Overview of pgn-extract
pgn-extract is a command-line tool for searching, cleaning, and manipulating chess game files in Portable Game Notation (PGN). Below is a concise outline showing core usage and features.
1. Basic Usage
- Syntax:
pgn-extract [flags] [input-game-files]
- If no arguments are given, it reads games from standard input and writes valid games (in SAN) to standard output.
- Example:
pgn-extract -o clean.pgn raw.pgn
- Use
-r
to check for errors without writing output:pgn-extract -r raw.pgn
2. Output Control
- -o <file>, --output <file>: Write matched games to a new file (overwrite).
- -a <file>, --append <file>: Append matched games to an existing file.
- -n <file>: Write unmatched games to a file.
- -C, --nocomments: Remove comments.
- -N, --nonags: Remove NAG symbols.
- -V, --novars: Remove variations.
- --nomovenumbers, --noresults, --notags: Suppress move numbers, results, or tags.
3. Searching and Filtering
- -x <file>: Positional variations. Matches if a game reaches the position described by moves in that file.
- -v <file>: Textual variations. Matches sequences of moves (supports wildcards
*
,!
, etc.). - -t <file>: Tag-based criteria, e.g. players, dates, results, Elo, or FEN positions.
- -T...: Limited command-line tag filter (player, date, result, etc.).
- --fenpattern <string> / --fenpatterni <string>: FEN-based pattern match in the game.
- --materialy, --materialz: Endgame or material-based filtering (e.g., R vs N endgames).
4. Limiting Game Length
- -b / -p: Filter by number of moves or plies (lower bound, upper bound).
- --minply, --maxply, --minmoves, --maxmoves: Modern equivalents of the above.
- --startply <N>: Start matching only after N plies.
- --matchplylimit <N>: Stop searching for matches after N plies.
5. Duplicate Detection & ECO Classification
- -d <file>, --duplicates <file>: Write duplicates to that file.
- -D, --noduplicates: Skip duplicates in output.
- -U, --nounique: Suppress unique games (so only duplicates appear in output).
- -e <eco-file>: Add/replace ECO codes in the output. Defaults to eco.pgn.
6. Splitting Output
- -# <N>: Split output into files of N games each (named 1.pgn, 2.pgn,...).

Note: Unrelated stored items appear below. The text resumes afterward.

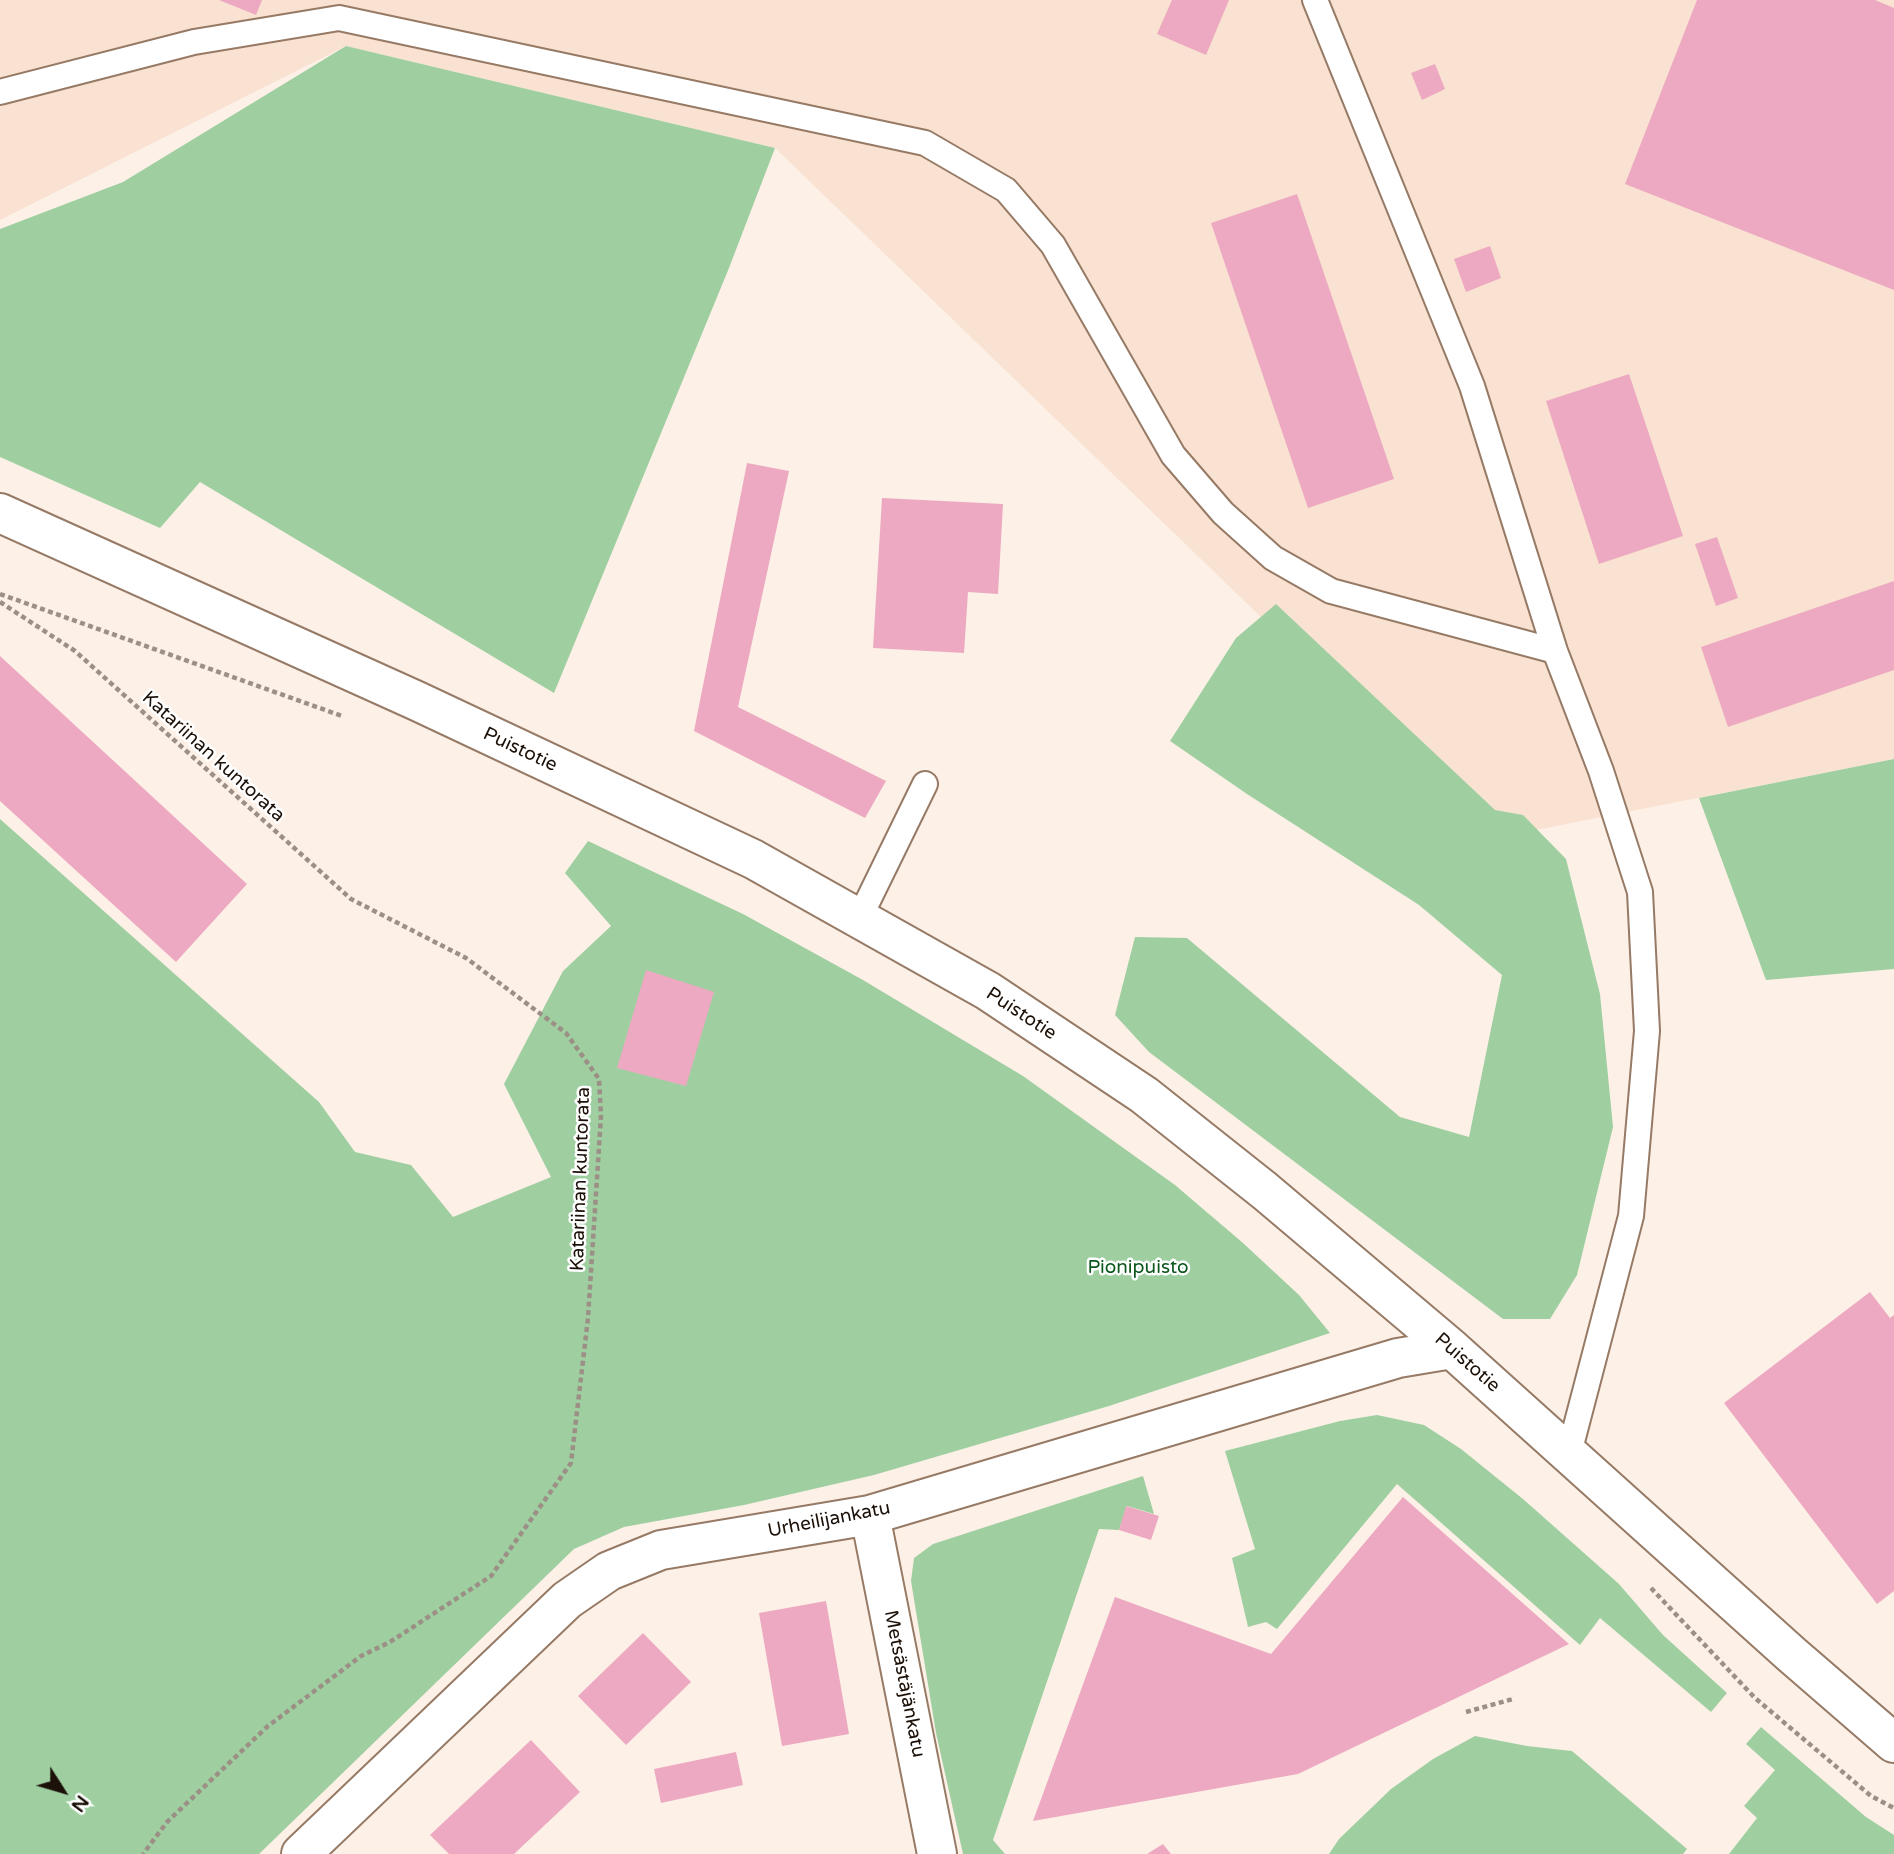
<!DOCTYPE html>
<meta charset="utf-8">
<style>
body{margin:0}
#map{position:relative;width:1894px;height:1854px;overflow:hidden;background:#fdf0e7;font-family:"Varela Round",sans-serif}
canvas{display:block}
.north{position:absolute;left:28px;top:1756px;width:70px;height:70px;-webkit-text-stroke:5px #fff;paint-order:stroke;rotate:127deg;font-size:19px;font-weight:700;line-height:28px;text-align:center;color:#1c1109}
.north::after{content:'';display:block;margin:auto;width:24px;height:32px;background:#1c1109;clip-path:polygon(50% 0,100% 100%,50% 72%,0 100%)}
</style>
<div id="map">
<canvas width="1894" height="1854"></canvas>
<div class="north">N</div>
</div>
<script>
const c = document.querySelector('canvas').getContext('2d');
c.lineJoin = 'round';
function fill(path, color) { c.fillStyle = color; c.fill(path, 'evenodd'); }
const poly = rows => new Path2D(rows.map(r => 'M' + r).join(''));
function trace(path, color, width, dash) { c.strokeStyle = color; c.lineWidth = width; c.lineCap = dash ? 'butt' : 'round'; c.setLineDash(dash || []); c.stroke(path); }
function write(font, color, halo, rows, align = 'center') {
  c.font = font + ' "Varela Round",sans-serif'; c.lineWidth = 5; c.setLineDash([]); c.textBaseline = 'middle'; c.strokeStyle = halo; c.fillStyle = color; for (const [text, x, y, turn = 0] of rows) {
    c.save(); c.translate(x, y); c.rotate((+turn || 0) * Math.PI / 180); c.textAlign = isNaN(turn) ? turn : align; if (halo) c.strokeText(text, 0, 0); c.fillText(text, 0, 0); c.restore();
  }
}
fill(poly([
 [0,0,1894,0,1894,759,1491,839,775,148,346,46,0,220]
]), '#f9e2d1');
fill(poly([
 [346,46,775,148,729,268,554,693,200,482,160,528,0,457,0,229,123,182],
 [1276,604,1495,810,1523,815,1566,859,1600,994,1613,1127,1577,1275,1550,1319,1503,1319,1149,1052,1115,1015,1135,937,1187,938,1400,1117,1469,1137,1502,975,1419,905,1247,794,1170,741,1236,638],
 [1894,759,1894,969,1766,980,1699,798],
 [0,819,319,1102,355,1152,411,1165,453,1217,551,1177,504,1084,563,971,611,926,565,873,588,841,743,914,863,980,1023,1076,1175,1185,1243,1243,1299,1295,1330,1333,1109,1406,874,1475,744,1505,624,1527,574,1549,259,1854,0,1854],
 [1377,1415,1424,1425,1461,1449,1523,1499,1619,1584,1663,1635,1727,1693,1711,1712,1600,1618,1580,1645,1397,1484,1277,1629,1266,1622,1248,1627,1232,1558,1255,1549,1225,1451,1340,1421],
 [1143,1476,1154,1514,1127,1506,1119,1530,1099,1529,993,1840,1005,1854,963,1854,936,1733,911,1581,914,1558,933,1544],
 [1761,1727,1866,1817,1894,1835,1894,1854,1729,1854,1757,1818,1744,1806,1775,1770,1746,1744],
 [1475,1736,1527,1746,1572,1751,1687,1849,1683,1854,1329,1854,1339,1839,1391,1789,1433,1759]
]), '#9fcfa1');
fill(poly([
 [219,0,262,0,256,15],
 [1172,0,1229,0,1206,55,1157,34],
 [1697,0,1875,0,1894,8,1894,290,1625,184],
 [1435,64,1445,89,1422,100,1411,73],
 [1297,194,1394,479,1308,508,1211,223],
 [1490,246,1501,278,1466,292,1454,259],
 [1629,374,1683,536,1599,564,1546,401],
 [747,463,789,471,738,707,886,781,865,818,694,731],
 [882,498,1003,504,998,594,968,592,964,653,873,648],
 [1717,537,1738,598,1716,606,1695,544],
 [1894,581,1894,670,1728,727,1701,647],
 [0,656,247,884,176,962,0,801],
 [646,970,714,992,686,1086,617,1068],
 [1870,1292,1890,1318,1894,1315,1894,1591,1877,1604,1724,1403],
 [1403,1497,1569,1644,1298,1774,1033,1821,1115,1597,1271,1654],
 [1126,1506,1159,1516,1151,1540,1119,1530],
 [826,1601,849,1734,782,1746,759,1613],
 [643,1633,691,1682,626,1745,578,1696],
 [531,1740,580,1792,514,1854,449,1854,430,1835],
 [736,1752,743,1785,661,1803,654,1769],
 [1163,1844,1171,1854,1147,1854]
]), '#eda9c1');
const lane = poly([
 [1315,0,1472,386,1555,651,1601,771,1640,892,1647,1031,1631,1216,1569,1453],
 [0,92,194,42,339,18,925,143,1006,190,1053,245,1173,455,1223,513,1273,558,1331,591,1555,651],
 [859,919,925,784]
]);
const street = poly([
 [0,513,417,701,753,859,988,991,1144,1095,1265,1191,1452,1349,1791,1654,1894,1743],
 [870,1515,937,1854],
 [301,1854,567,1600,609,1571,661,1550,870,1515,1398,1358,1452,1349]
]);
trace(lane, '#967a65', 28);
trace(street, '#967a65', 42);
trace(poly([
 [0,594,342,716],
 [0,602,75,651,351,899,466,958,566,1033,599,1079,601,1116,588,1318,571,1463,491,1576,390,1642,361,1656,268,1726,167,1822,143,1854],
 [1651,1588,1755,1698,1871,1796,1894,1808],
 [1466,1712,1513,1699]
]), '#9b8f86', 4.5, [5, 3.5]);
trace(lane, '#fff', 24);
trace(street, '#fff', 38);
write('19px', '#1c1109', '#fff', [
 ["Puistotie",520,750,25],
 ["Katariinan kuntorata",213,757,42],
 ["Puistotie",1021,1014,33],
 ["Katariinan kuntorata",581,1179,-88],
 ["Puistotie",1467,1363,41],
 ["Urheilijankatu",829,1520,-11],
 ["Metsästäjänkatu",904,1684,79]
]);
write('19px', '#0c571c', '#fff', [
 ["Pionipuisto",1138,1268]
]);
</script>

- -E <N>: Split output by ECO code (A.pgn, B.pgn,..., or A00.pgn,... etc.).
7. Specialized Flags
- --checkmate, --stalemate, --fifty, --repetition, --underpromotion: Match only games that exhibit these features.
- -F: Output FEN string after the final move or replace placeholder comments with FEN strings.
- --fencomments: Place FEN after every move.
- --hashcomments: Place a hashcode after every move.
- --addhashcode: Add HashCode tag to each output game.
- --splitvariants: Output each variation as a separate game.
8. Helpful Examples
1) Convert raw PGN to cleaned SAN: pgn-extract -o clean.pgn raw.pgn 2) Extract only games by Fischer: pgn-extract -t tags.txt raw.pgn // tags.txt contains: // Player "Fischer" 3) ECO classify a file: pgn-extract -e eco.pgn -o ecoclass.pgn bigfile.pgn 4) Remove duplicates, keeping unique: pgn-extract -D -o unique.pgn input.pgn 5) Extract short games (under 20 moves): pgn-extract -bu20 -o shortgames.pgn input.pgn
9. Further Documentation
- Run
pgn-extract --help
or-h
for a brief flag summary. - The tool’s source code and full manual are included with the distribution.